Jayne gestured Mal a bit to the side, his cheeks tinged with pink. Was he embarrassed? Mal chuckled inwardly at the thought.
"Listen," said Jayne. "This type of thing is my job, I don't need some lunatic doing it for me. I already got a lot from that Matthew guy, he doesn't even realize how much he's giving me. I'm fine without the girl."
"Yeah, well," said Mal, "I'm the captain."
He moved away from Jayne to watch River, who had bent down to get on eye level with the Doctor.
She reached for his hands and pressed them to her head as she had done before, this time, the Doctor complied with her wishes. He adjusted his fingers on her head and closed his eyes, a look of intense concentration on his face. River whimpered once, then was quiet, her eyes closing as well, worry lines etching her forehead. The Doctor bowed his head forward and the worry lines disappeared.
"Two by two, hands of blue," she said quietly.
The Doctor shushed her. "I know, River. I can see what they did to you. I can see it all."
The lines returned on her head and she tensed up. "Don't want you to see. When you see, I see. It hurts."
The Doctor opened his eyes. "I'm sorry, River," he said.
"You have things that hurt too," said River, seeming to have forgotten Mal and everyone else entirely. "Gallifrey. Rose. Ponds," she paused, "Clara. She dies too much. So many times. In the future, in the past. You're afraid she'll die again and it hurts you. They call you the storm," she said, suddenly veering off topic as River was known to do. "If you're the storm, then they're the sun. The people who you travel with are there to chase away the rain. Too much rain kills all the flowers. Agrimonia gryposepala, Cyperus erythrozhizos, Viola Striata," River continued to rattle off scientific names of flowers.
The Doctor just looked at her with an expression of mixed emotions. Confusion, awe, curiosity, sadness.
"The blue box doesn't like when you bring flowers.
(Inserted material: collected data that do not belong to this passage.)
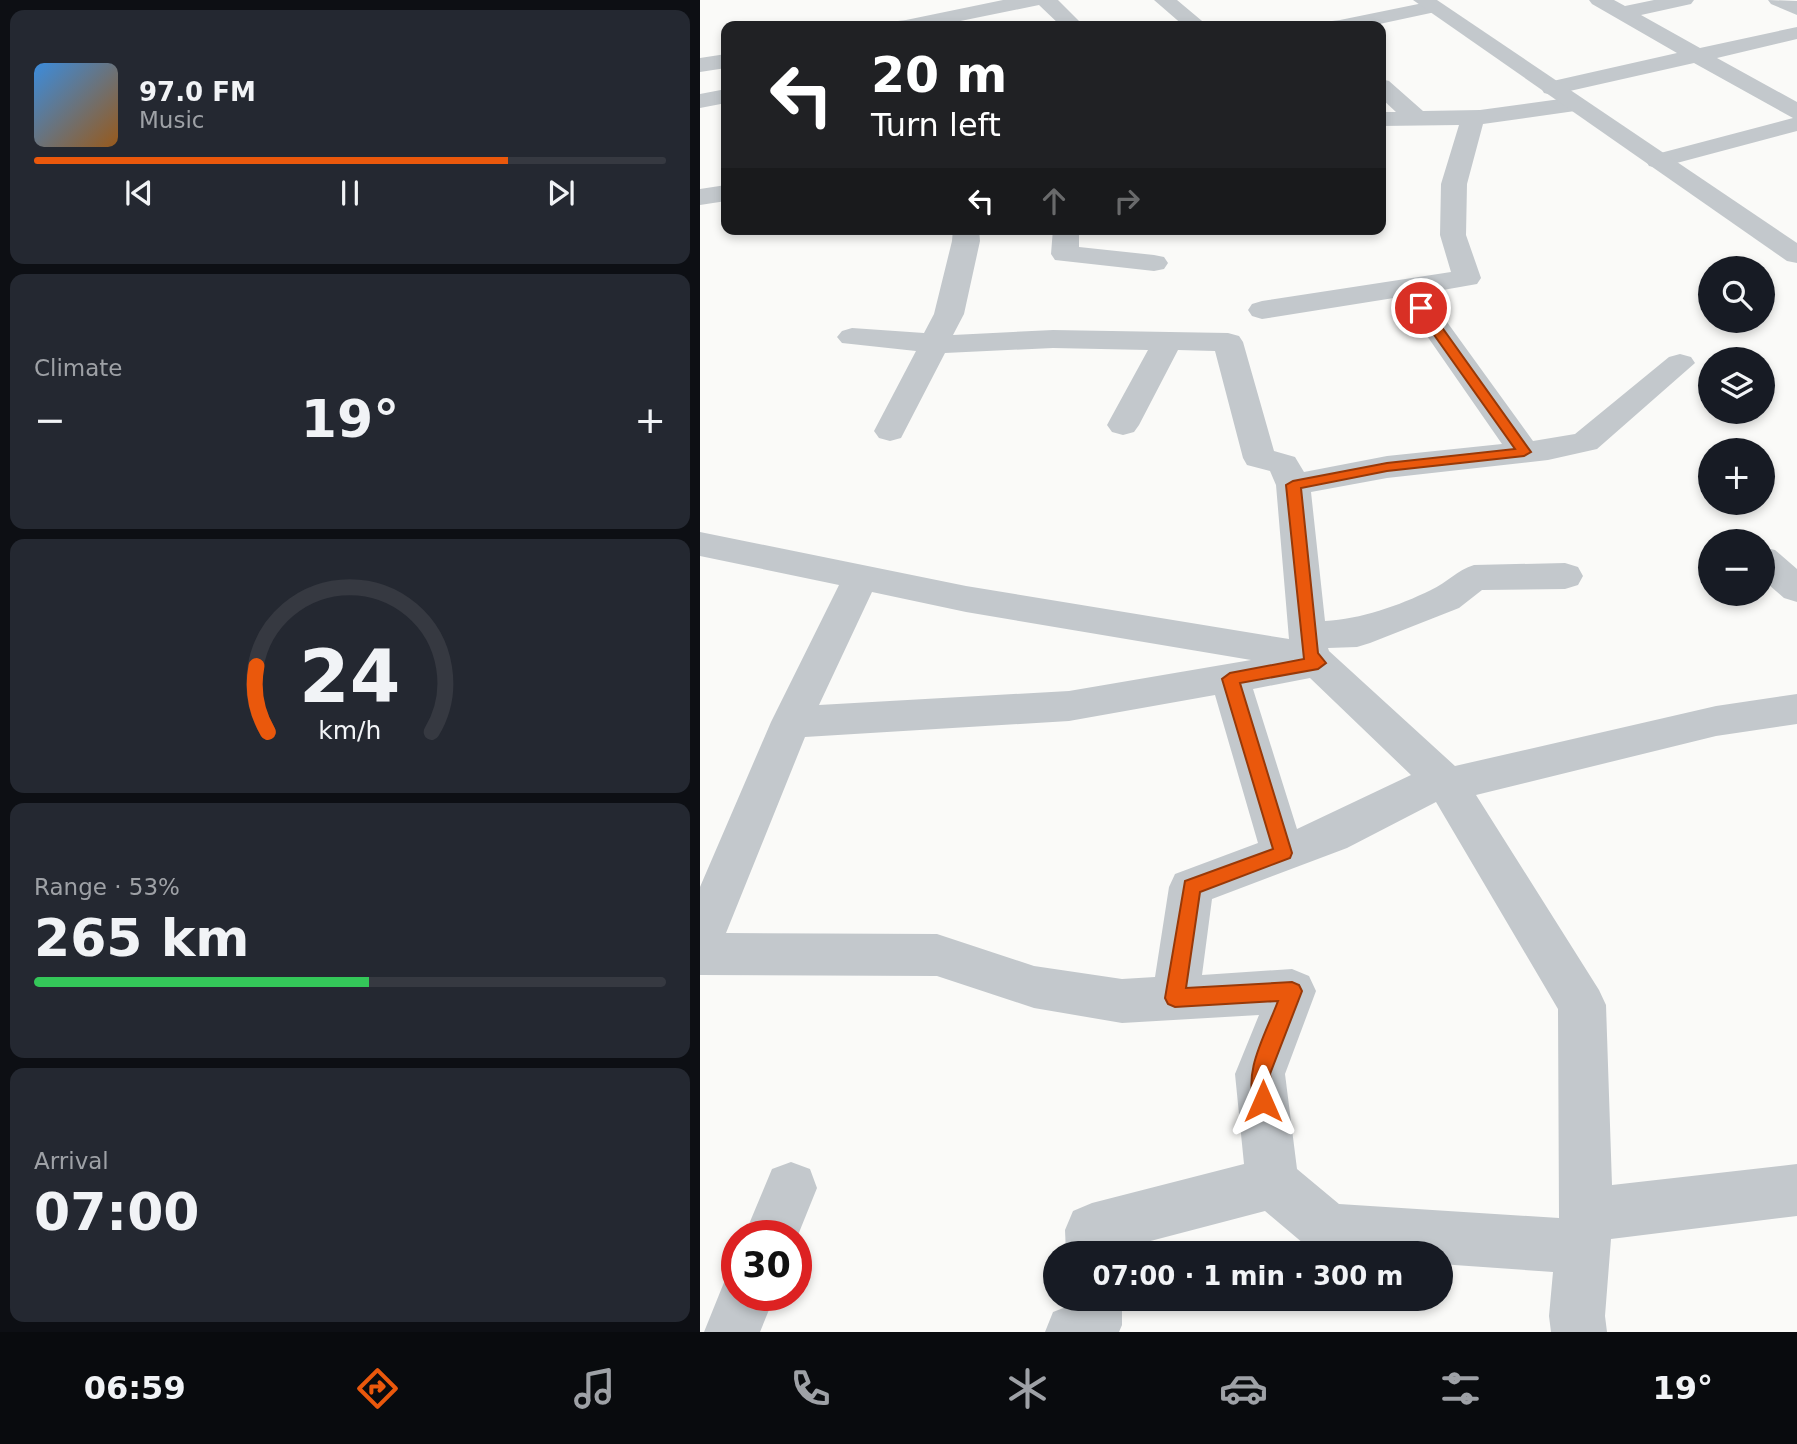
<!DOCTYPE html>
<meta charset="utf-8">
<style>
:root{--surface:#171b24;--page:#242831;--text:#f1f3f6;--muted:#9ea1a6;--line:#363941;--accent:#ea580c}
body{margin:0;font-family:"DejaVu Sans",sans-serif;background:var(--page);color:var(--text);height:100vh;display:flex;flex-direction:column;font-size:26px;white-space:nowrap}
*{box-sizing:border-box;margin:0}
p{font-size:23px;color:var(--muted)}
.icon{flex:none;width:38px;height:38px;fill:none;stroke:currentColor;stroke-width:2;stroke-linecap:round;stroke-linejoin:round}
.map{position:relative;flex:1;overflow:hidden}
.side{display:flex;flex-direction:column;gap:10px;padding:10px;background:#0d0f14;width:700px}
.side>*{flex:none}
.top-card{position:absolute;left:21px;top:21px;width:665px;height:214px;border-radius:14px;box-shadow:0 4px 10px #0003;background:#202124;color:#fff;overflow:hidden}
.tools{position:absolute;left:998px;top:256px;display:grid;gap:14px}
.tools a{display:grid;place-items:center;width:77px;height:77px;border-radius:50%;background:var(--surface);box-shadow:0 4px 10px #0003;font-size:35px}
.speed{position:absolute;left:21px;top:1220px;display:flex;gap:14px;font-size:35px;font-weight:700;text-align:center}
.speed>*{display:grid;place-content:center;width:91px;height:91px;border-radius:50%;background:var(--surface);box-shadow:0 4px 10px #0003;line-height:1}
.speed .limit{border:10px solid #d22;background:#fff;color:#111}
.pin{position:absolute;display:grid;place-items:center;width:60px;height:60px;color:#fff;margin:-30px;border:4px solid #fff;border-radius:50%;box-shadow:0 2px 7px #0007}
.me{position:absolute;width:77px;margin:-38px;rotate:0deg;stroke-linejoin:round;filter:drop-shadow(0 0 5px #0008)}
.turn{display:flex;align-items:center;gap:24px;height:147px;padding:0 35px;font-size:32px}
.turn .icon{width:91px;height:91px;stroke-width:2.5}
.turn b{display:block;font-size:49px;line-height:60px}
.lanes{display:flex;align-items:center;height:66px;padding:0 35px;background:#0003;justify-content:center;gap:35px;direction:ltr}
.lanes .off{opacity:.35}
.big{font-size:52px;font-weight:600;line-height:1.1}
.side .card{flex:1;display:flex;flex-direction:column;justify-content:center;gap:10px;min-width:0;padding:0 24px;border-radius:14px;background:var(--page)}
.side .dial{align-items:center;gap:0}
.dial svg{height:182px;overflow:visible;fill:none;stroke:var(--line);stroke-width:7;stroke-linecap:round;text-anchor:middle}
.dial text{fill:var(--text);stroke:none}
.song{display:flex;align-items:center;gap:21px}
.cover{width:84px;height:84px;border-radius:10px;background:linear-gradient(135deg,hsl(210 70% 55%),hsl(30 70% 35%))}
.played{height:7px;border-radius:4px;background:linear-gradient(90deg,var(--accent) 75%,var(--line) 75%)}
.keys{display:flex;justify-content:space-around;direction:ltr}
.heat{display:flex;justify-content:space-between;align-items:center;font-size:38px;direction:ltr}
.charge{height:10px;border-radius:5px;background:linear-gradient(90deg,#34c759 53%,var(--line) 0)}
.trip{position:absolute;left:343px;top:1241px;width:410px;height:70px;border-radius:35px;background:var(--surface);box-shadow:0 4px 10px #0003;font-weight:600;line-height:70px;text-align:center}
.menu{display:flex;height:112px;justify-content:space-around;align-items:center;background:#090b0e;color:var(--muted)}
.menu .icon{width:49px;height:49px}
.menu .selected{color:var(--accent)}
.menu b{font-size:32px;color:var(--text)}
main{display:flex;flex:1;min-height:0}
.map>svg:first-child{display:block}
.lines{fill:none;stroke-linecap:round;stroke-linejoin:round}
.minor{fill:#c3c8cc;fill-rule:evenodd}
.tertiary{fill:#c3c8cc;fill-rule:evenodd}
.route{fill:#ea580c;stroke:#983908;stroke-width:2}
</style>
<main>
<section class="side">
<div class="card">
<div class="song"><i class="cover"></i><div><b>97.0 FM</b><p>Music</p></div></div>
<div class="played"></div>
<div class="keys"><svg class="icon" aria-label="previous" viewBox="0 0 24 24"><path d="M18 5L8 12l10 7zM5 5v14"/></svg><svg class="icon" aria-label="pause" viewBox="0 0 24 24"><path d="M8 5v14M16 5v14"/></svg><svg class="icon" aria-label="next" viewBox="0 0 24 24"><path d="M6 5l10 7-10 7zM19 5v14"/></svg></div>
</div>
<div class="card"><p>Climate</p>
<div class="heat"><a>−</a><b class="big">19°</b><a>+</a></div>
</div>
<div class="card dial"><svg viewBox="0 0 100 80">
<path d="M14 69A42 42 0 1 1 86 69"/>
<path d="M14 69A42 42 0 0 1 9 40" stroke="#ea580c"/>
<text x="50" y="56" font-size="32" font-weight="700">24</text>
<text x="50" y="72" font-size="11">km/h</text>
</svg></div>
<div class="card"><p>Range · 53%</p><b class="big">265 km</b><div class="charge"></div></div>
<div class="card"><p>Arrival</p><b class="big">07:00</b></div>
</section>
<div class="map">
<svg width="1097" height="1332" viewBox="0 0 1097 1332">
<rect width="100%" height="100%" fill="#fafaf8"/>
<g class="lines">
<!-- minor -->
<path class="minor" d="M303 0H358L384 26H361L339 5 236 26H195L198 21 206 20Z
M454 0H477L508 26H484Z
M889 0H914L925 6 954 0H994L991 4 941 15 1000 48 1097 27V39L1017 58 1097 102V131L958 168 949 166 946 161 949 156 1093 118 994 63 852 95 844 93 841 88 844 83 977 53 892 4Z
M1068 0 1097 1V15L1071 4Z
M733 1 740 3 743 7 740 11 670 26H629L632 21 640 20Z
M26 54V68L0 72V58Z
M681 79 689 81 723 111 780 110 875 97 883 99 887 104 883 109 875 111 783 124 767 184 766 235 781 278 777 284 726 293 833 441 875 434 969 357 980 354 991 357 995 363 897 449 848 460 687 478 611 492 625 621C661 619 698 606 731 590 747 583 757 570 774 565L865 563 878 567 883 576 878 585 865 589 782 590 759 608 670 643 657 647 628 648 629 651 755 766 1016 706 1097 694V724L1016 736 776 795 899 990 906 1005 912 1185 1097 1164V1216L911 1239 905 1316 907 1332H851L849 1316 853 1272 740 1264V1253H620L610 1249 565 1211 420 1249V1253H366L365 1230 373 1211 392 1203 544 1164 535 1074 559 1015 422 1023 334 1008 237 976 0 975V887L71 722 139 585 0 556V532L266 586 589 639 576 485 570 471 547 465 543 458 515 351 478 350 439 425 434 432 423 435 412 432 407 425 448 350 353 348 245 353 201 438 190 441 179 438 174 431 216 351 142 343 137 337 142 331 152 328 224 333 234 314 252 241 253 229H279L280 241 264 314 253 335 353 330 528 333 539 336 543 342 574 451 595 457 604 472 687 456 802 444 700 297 562 319 552 316 548 310 552 304 562 301 751 272 740 235 741 184 759 125 681 126V112H696L681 98ZM172 592 266 612 551 660 369 691 119 705ZM610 678 711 775 597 829 553 689ZM515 695 558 843 475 874 469 887 455 977 422 979 334 966 237 934 26 933 105 737 369 721ZM736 802 858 1009 859 1218 639 1204 597 1169 585 1074 616 991 609 976 592 969 502 975 512 899 647 848Z
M26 89V103L0 108V94Z
M26 185V201L0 205V189Z
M353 229H379V247L454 255 464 257 468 263 464 269 454 271 355 260 351 254Z
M1062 547 1075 550 1097 569V602L1084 598 1062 579Z
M91 1162 110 1169 117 1188 96 1240V1236H44L72 1169Z
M37 1272V1295H75L60 1332H4L27 1275Z
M366 1298H422V1325L419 1332H345L353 1312 366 1307Z"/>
<!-- tertiary -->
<path class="tertiary" d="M713 0H737L1097 243V263L1087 261Z"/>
</g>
<!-- route -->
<path class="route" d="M717 305H726L831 452 824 456 687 471 601 488 618 653 626 663 618 669 540 683 592 853 590 858 500 892 486 988 592 982 599 985 602 991 570 1074 574 1101 570 1108 563 1111 556 1108C541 1073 566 1034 578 1001L475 1007 468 1004 465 998 485 881 573 849 522 679 530 673 604 659 586 485 593 481 687 463 815 449 715 308Z"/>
</svg>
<div class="tools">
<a><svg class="icon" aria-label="search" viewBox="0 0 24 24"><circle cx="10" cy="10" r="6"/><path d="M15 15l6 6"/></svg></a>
<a><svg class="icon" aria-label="layers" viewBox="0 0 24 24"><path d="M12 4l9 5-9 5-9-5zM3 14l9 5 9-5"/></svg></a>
<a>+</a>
<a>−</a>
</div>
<div class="speed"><div class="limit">30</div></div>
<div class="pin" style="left:721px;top:308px;background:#d93025"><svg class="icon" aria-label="arrive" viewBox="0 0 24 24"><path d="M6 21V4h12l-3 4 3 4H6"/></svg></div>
<svg class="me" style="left:563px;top:1101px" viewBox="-20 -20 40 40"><path d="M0-17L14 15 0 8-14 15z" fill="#ea580c" stroke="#fff" stroke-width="4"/></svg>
<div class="trip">07:00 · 1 min · 300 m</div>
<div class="top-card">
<div class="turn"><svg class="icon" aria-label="left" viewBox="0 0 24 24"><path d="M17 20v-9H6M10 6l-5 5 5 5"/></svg><div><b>20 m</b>Turn left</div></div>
<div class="lanes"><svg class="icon" aria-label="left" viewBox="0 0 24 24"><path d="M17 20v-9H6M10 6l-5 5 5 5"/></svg><svg class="icon off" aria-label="ahead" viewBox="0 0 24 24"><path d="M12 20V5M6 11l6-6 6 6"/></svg><svg class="icon off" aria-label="right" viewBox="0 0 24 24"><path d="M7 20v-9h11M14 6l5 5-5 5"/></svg></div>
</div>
</div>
</main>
<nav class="menu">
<b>06:59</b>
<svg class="icon selected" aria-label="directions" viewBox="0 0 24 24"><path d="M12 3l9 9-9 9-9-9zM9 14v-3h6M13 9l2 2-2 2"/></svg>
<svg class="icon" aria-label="music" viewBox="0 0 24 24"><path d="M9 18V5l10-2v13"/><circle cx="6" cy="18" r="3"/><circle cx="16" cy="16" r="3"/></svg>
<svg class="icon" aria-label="phone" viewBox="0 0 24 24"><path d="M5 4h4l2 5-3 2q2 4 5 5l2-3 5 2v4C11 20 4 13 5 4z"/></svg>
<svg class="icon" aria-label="climate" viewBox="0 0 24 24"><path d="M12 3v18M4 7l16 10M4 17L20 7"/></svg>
<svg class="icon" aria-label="car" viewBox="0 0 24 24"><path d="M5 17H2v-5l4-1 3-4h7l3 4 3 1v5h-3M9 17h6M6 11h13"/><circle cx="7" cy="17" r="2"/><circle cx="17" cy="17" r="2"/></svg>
<svg class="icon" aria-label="filters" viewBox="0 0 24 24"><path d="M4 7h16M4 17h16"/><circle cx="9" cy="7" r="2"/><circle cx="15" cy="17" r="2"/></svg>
<b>19°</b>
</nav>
You forget about them and they get all over her floors when the petals fall. She doesn't like the horse either. Says he stinks."
"The TARDIS is talking to you?" Here was where they started getting answers from him, Mal thought triumphantly. Though, what was a TARDIS?
River looked confused. "TARDIS? Is she called TARDIS? It's not her name, she told me her name was" -the Doctor's face turned a very bright shade of pink, far more than Jayne had been- "Sexy."
Mal raised both eyebrows and looked at the Doctor. "Sexy?"